Sustainable Mothering

About – Sustainable Parenting

J. (Jake) Kathleen Marcus is a lawyer, writer and conference speaker whose work focuses on gender and sexual orientation, particularly breastfeeding, mothering, sexual abuse and domestic violence, HIV/AIDS, and gay/lesbian/transgender issues. Her private law practice in Philadelphia serves clients nationwide in a wide range of areas including the representation of non-physician healthcare providers.

She is a Partner at Marcus Law, owner of BreastfeedingLaw.com, co-owner of LactSpeak and owner of Sustainable Mothering. She was Contributing Editor and then Politics Editor at Mothering magazine from 2007 until it ceased publication in April of 2011.

Marcus is the author of Lactation and the Law, a comprehensive article on U.S. public breastfeeding law, and Pumping 9 to 5, an article on workplace pumping law which was a finalist for a MAGGIE Award. Her over 20 years of practice as an attorney includes serving as litigation coordinator for the Women Against Abuse Legal Center in Philadelphia, and on Planned Parenthood’s trial team in its challenge to the constitutionality of the Pennsylvania Abortion Control Act. She was a member of the Board of Directors of the AIDS Law Project of Pennsylvania and was a member of the Legal Advisory Council to La Leche League International. Her writing has appeared in Mothering, Life Learning, LEAVEN, The Philadelphia Lawyer, Vegetarian Baby and Child, and on ePregnancy.com and VegFamily.com.

Marcus speaks at conferences and on television and radio as an expert on the legal aspects of breastfeeding, domestic violence, child sexual abuse, abortion, reproductive rights and technologies, and HIV/AIDS. She was producer, writer, and host of SPEAK! and of Kept Quiet, two television programs focusing on gender issues and political activism.

A 1988 graduate of Temple University School of Law where she was Research Editor of the Temple Law Review, Marcus attended Bennington College and has a B.A. in Philosophy as well as a Certificate in Editing from Temple University.

A New York City native, she currently lives with her family outside Philadelphia, where she home schools her two teens while her third is at college.

What is Sustainable Mothering/Parenting?

Sustainable Mothering Parenting is both creating a world that is physically and socially sustainable, and supporting the ability for people to parent.

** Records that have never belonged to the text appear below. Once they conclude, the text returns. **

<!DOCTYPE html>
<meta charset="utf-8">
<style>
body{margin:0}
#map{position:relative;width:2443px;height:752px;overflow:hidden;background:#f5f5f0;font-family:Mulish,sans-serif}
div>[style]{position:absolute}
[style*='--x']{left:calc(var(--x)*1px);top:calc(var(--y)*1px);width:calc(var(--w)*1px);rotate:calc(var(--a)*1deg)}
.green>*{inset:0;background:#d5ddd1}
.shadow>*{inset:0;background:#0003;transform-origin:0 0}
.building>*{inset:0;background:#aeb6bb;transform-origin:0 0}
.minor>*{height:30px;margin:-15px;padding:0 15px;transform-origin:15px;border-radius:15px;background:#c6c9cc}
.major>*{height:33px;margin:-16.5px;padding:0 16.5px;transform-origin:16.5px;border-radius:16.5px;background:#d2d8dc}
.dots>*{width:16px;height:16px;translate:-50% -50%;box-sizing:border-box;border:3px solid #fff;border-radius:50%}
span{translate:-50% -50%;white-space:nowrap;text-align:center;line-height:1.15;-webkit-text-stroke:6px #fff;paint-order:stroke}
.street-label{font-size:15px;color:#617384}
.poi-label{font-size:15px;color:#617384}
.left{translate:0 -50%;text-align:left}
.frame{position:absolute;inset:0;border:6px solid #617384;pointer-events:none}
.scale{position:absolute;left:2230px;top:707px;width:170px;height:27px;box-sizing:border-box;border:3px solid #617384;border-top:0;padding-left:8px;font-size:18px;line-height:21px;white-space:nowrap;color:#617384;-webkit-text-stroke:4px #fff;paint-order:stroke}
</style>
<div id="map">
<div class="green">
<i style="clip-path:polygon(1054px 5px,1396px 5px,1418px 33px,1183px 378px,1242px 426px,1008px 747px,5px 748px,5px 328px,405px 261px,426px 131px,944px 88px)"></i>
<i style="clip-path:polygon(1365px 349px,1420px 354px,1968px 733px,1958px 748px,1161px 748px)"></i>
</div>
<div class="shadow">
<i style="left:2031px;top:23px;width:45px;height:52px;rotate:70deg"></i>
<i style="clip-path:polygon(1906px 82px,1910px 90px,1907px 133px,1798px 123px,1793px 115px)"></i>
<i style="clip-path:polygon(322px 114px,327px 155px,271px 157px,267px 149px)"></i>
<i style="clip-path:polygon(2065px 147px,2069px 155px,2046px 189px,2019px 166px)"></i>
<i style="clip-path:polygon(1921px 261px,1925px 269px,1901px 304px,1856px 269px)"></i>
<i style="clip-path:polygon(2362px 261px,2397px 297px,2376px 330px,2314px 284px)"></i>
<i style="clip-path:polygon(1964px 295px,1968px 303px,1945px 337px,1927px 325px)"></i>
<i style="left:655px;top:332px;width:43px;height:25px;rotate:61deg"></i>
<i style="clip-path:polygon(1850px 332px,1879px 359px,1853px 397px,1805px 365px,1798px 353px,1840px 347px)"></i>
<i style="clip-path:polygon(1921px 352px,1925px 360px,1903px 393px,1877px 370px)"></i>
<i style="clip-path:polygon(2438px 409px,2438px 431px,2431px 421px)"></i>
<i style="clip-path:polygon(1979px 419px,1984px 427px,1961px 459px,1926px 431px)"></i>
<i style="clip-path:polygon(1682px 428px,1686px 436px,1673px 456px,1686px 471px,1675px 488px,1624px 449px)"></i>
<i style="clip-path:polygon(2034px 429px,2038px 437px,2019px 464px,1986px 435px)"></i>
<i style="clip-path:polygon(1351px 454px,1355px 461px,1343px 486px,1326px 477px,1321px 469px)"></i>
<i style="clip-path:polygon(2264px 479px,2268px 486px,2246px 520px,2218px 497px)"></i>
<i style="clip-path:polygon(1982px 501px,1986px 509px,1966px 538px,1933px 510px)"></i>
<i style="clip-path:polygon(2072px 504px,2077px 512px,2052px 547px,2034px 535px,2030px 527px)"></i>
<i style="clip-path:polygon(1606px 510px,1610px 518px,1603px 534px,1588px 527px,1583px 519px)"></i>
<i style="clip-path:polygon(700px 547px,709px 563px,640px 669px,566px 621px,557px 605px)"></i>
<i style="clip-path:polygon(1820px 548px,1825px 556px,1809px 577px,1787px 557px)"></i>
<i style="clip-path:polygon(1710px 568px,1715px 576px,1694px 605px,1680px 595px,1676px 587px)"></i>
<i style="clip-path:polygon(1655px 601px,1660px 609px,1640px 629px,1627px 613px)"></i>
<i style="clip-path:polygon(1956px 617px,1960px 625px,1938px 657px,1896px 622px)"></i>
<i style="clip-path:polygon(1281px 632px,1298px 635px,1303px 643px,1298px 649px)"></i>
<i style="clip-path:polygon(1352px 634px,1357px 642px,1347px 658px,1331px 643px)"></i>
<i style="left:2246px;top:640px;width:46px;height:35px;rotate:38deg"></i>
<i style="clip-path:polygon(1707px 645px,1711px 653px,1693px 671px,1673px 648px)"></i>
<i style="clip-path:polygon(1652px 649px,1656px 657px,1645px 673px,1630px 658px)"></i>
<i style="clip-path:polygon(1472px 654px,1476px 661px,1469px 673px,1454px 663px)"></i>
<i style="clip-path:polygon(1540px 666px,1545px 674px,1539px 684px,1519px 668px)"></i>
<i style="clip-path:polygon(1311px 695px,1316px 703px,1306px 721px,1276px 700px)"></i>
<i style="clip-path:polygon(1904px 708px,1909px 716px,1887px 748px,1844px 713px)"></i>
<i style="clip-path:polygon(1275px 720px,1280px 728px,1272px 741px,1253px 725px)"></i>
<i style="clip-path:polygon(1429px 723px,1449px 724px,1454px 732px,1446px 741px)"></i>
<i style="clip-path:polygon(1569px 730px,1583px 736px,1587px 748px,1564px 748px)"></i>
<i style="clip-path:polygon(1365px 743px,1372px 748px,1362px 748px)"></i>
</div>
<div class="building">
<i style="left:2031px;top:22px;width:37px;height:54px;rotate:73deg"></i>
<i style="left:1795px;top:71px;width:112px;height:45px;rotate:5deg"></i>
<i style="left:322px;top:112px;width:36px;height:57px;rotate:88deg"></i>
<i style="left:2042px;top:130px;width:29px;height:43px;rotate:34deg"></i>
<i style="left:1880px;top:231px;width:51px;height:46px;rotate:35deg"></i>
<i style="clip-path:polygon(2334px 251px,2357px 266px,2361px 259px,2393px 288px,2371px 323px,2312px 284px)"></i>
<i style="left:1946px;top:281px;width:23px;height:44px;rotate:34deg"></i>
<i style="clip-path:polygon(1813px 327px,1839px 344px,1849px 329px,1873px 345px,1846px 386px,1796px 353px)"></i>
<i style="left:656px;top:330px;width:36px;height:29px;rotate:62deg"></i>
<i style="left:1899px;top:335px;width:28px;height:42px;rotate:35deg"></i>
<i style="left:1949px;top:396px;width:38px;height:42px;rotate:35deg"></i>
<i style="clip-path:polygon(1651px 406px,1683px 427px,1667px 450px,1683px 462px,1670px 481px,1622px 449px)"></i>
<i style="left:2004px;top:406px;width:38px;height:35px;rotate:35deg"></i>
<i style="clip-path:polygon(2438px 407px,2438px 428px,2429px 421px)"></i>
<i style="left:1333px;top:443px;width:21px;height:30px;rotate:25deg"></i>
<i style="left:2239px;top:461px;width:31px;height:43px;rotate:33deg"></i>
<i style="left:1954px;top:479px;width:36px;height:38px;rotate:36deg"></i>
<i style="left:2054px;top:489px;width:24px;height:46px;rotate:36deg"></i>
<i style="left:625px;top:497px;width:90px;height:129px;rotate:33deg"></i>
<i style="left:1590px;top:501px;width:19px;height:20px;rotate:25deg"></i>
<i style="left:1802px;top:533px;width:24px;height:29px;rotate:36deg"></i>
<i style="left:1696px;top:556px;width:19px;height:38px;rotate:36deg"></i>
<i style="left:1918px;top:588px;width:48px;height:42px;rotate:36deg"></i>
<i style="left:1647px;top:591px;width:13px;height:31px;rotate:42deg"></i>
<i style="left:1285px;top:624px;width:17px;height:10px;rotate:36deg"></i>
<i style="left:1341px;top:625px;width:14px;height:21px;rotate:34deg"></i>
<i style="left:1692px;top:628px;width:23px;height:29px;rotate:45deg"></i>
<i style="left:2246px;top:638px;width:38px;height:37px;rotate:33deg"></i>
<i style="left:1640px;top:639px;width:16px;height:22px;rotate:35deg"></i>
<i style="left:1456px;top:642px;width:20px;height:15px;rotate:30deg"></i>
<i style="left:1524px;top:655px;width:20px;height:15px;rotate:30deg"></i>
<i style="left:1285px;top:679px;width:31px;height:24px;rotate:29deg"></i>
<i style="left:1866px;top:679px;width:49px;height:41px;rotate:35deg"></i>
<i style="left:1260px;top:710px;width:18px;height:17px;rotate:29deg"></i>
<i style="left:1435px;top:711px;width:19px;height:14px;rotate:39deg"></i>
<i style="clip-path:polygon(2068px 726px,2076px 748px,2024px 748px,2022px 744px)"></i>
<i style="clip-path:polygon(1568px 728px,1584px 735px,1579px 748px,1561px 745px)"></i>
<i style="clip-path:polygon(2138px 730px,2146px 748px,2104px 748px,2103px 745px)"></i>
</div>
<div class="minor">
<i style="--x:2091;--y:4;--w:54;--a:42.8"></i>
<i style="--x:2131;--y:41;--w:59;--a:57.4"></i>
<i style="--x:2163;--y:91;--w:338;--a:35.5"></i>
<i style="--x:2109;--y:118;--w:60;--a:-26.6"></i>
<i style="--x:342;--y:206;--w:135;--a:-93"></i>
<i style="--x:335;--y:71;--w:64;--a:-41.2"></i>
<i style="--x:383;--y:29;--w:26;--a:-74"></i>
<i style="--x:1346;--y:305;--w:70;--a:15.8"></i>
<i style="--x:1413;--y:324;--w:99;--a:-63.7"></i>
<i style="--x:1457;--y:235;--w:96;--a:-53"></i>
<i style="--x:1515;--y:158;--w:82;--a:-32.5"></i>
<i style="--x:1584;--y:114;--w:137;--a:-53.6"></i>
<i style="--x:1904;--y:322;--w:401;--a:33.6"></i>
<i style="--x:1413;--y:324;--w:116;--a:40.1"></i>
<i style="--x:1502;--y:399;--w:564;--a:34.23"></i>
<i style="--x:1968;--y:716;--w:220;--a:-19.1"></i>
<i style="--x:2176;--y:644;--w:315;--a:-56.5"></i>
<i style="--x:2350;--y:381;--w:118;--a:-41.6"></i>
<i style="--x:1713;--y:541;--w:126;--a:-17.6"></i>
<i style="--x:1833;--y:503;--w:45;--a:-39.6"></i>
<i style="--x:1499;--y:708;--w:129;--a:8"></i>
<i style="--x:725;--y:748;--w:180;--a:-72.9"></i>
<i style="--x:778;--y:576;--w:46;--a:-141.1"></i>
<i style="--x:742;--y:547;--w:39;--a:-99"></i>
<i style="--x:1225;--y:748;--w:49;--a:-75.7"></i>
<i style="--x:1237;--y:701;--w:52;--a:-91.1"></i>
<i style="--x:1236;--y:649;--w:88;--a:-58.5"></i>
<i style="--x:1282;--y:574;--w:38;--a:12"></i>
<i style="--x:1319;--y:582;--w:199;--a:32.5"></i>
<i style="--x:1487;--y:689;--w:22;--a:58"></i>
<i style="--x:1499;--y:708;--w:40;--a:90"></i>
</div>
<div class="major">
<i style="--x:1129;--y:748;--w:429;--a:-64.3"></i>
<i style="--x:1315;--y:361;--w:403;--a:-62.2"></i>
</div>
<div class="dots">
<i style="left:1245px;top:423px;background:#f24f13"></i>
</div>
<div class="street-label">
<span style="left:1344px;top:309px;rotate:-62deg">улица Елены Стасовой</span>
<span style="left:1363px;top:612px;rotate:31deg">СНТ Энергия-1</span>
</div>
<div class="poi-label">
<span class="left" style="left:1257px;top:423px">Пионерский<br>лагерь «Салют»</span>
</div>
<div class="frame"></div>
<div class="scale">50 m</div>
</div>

Breast milk? Green, non-polluting, the healthiest food for most children. Breastfeeding or chestfeeding? It requires a culture that allows parents to be with their children and provide breast milk to their children, while still providing economic support for their families. Barring breastfeeding or chestfeeding people from public space and the workplace? Not sustainable.

Forcing people to choose between being active participants in public economic life and being parents is not sustainable. Flexible work situations? Sustainable.

What is “chestfeeding”? Please see this FAQ by my friend Trevor MacDonald for further explanation.

Home “schooling”? Education is a very individual process. Some people learn best in large group environments, some best in smaller environments. Some children are ready to learn in large groups by elementary school, some kids need to leave their parents in slowly increasing time increments. Forcing all children into an educational system that assumes they all learn the same way and at the same speed is not sustainable. It produces children who hate school, no longer know how to learn and many many people who have learned nothing useful.

Why is Sustainable Mothering not Sustainable Parenting? Because at the time I started this blog, I made a distinction between “mothering” and “fathering” that in some cases does not apply. By “mothering” I refer to the hardcore work of attachment parenting. This work is almost always left to the person who does the daily nurturing and feeding which is usually the person the primary caretaker, historically most often the mother or a paid substitute. As of May or 2014, this blog is Sustainable Parenting.

This undeniably sexist distinction between parenting roles was brought home to me with thunder and fury when radical feminist me had my first child and, as night follows day, childcare and feeding responsibilities were left almost entirely to me. Putting aside how angry that makes me, I have since come to know members of the transgender community who give birth and breastfeed or chestfeed their children while identifying as “fathers.” To them, I offer my apologies. This blogs is for them as well. What these fathers do is the work historically identified with “mothering” though these breastfeeders and chestfeeders are, in my view, undeniably fathers and undeniably men.